INFORMATION GIVEN START
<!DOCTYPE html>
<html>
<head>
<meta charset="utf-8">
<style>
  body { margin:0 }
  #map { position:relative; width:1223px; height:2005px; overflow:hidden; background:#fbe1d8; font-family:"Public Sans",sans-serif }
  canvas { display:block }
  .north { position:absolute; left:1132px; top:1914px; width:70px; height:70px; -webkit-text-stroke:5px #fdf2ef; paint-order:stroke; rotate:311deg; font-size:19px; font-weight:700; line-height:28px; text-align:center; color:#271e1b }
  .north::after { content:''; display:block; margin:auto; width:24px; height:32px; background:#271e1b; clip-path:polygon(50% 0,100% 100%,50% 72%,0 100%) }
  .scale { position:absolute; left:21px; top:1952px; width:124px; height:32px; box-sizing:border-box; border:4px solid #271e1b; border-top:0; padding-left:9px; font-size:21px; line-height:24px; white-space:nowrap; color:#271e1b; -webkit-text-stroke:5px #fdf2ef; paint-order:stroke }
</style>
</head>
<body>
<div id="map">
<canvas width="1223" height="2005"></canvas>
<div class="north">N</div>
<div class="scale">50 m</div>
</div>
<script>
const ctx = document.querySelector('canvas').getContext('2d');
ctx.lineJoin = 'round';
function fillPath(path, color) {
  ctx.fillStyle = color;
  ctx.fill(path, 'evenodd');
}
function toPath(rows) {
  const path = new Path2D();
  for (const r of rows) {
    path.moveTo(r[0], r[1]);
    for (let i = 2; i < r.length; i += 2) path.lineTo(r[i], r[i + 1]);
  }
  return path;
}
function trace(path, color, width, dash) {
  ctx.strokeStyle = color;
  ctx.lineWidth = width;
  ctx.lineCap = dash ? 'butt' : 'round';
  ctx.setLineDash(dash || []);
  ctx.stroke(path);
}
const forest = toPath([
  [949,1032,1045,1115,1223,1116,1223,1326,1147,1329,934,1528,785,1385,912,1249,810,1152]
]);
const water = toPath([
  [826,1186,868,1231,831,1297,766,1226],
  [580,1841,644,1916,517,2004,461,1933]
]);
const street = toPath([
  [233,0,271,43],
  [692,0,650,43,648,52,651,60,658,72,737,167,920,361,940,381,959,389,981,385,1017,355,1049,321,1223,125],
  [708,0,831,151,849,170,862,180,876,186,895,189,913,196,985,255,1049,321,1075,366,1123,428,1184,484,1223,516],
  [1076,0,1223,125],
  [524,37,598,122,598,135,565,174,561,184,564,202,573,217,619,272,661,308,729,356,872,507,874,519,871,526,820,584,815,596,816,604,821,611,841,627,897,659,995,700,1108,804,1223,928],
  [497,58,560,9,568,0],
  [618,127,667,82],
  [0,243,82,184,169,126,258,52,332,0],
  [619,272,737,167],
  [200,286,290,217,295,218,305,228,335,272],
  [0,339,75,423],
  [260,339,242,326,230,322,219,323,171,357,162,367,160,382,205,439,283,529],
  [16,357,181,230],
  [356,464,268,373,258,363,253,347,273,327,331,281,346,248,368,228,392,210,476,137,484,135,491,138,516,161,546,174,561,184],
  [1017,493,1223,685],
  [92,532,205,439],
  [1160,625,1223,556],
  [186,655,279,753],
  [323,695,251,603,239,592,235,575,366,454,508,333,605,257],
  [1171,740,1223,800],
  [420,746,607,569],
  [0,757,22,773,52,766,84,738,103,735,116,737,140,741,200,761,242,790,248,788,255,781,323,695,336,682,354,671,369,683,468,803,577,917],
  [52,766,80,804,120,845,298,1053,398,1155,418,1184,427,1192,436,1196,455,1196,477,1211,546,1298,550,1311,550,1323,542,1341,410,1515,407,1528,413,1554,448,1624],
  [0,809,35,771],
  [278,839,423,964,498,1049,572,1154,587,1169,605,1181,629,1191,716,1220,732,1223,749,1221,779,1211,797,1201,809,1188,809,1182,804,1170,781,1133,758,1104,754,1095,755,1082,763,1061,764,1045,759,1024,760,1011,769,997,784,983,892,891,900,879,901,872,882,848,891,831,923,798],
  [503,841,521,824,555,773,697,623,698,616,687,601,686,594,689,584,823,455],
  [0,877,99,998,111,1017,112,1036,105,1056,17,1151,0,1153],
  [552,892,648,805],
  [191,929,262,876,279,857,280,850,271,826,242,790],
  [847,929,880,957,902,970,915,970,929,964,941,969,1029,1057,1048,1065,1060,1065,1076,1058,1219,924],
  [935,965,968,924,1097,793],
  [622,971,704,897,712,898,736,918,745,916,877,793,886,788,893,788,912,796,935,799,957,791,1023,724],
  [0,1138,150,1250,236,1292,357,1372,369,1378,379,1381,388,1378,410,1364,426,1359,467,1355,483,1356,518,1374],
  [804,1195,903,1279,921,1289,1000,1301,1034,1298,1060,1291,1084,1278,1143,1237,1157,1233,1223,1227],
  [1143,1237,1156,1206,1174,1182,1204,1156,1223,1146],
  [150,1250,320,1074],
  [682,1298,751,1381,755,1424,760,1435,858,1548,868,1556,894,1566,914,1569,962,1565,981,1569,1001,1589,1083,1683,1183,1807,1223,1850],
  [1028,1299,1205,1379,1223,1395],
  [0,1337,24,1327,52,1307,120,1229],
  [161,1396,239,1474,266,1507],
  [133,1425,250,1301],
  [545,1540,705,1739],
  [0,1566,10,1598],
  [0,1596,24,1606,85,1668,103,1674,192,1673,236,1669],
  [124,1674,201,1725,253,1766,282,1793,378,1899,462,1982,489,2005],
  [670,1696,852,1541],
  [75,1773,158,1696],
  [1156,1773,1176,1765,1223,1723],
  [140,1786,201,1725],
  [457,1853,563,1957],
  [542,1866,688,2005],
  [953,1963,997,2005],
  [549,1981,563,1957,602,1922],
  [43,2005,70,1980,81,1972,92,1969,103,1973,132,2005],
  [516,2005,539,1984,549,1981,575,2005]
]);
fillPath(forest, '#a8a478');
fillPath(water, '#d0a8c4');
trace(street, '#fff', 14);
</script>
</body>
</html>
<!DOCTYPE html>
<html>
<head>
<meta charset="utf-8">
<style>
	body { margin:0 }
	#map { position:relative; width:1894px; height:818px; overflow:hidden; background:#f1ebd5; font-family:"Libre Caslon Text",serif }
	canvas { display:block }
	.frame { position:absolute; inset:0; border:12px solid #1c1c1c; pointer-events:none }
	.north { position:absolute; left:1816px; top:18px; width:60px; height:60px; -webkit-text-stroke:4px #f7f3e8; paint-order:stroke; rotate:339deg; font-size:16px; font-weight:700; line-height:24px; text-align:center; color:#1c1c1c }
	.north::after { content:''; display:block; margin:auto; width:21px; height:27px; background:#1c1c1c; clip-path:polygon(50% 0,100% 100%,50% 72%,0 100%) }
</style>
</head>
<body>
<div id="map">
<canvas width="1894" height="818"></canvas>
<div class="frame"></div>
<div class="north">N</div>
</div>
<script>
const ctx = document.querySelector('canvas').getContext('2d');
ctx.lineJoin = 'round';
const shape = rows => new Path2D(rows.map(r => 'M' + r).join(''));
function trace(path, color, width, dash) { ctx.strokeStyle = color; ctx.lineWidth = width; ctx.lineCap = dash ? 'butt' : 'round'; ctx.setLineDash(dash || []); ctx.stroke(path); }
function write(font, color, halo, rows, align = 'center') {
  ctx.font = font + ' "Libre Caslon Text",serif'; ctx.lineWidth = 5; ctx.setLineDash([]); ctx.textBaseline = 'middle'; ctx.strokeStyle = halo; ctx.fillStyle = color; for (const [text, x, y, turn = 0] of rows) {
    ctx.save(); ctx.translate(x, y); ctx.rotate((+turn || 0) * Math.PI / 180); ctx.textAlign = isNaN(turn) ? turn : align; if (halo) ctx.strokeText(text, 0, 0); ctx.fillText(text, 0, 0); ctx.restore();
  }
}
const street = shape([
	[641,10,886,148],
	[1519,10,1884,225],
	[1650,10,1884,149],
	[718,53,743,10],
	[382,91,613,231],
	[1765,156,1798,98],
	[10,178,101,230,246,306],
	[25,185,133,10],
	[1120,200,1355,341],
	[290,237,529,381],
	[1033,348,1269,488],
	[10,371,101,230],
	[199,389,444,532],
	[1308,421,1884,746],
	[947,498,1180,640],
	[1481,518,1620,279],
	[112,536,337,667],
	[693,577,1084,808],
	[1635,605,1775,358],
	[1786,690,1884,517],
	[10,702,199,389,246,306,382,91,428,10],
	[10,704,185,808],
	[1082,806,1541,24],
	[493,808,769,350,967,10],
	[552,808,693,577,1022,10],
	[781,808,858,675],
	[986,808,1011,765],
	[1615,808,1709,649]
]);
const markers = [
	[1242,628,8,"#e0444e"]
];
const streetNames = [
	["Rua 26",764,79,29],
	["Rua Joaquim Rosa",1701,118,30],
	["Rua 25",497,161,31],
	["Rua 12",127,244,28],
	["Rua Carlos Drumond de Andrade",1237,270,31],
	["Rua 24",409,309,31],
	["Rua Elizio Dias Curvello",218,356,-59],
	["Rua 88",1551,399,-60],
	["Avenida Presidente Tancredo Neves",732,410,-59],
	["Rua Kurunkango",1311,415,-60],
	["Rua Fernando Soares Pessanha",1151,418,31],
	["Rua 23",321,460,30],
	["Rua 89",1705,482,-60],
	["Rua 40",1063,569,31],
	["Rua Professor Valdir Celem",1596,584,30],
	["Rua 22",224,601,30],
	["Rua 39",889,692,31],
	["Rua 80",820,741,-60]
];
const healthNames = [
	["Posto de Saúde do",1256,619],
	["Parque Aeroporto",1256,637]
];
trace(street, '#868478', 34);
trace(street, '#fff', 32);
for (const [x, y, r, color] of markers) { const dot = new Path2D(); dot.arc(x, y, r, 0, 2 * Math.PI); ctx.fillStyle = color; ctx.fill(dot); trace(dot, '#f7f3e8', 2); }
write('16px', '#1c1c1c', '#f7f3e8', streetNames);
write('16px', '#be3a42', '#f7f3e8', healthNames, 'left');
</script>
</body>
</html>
INFORMATION GIVEN END
**INSTRUCTIONS FOR THE TASK**
Repeat exactly the lines of the listing from its first line through the line that holds "position:absolute; left:1132px; top:1914px;". Nothing else should appear.

**SOLUTION TO THIS EXERCISE**
<!DOCTYPE html>
<html>
<head>
<meta charset="utf-8">
<style>
  body { margin:0 }
  #map { position:relative; width:1223px; height:2005px; overflow:hidden; background:#fbe1d8; font-family:"Public Sans",sans-serif }
  canvas { display:block }
  .north { position:absolute; left:1132px; top:1914px; width:70px; height:70px; -webkit-text-stroke:5px #fdf2ef; paint-order:stroke; rotate:311deg; font-size:19px; font-weight:700; line-height:28px; text-align:center; color:#271e1b }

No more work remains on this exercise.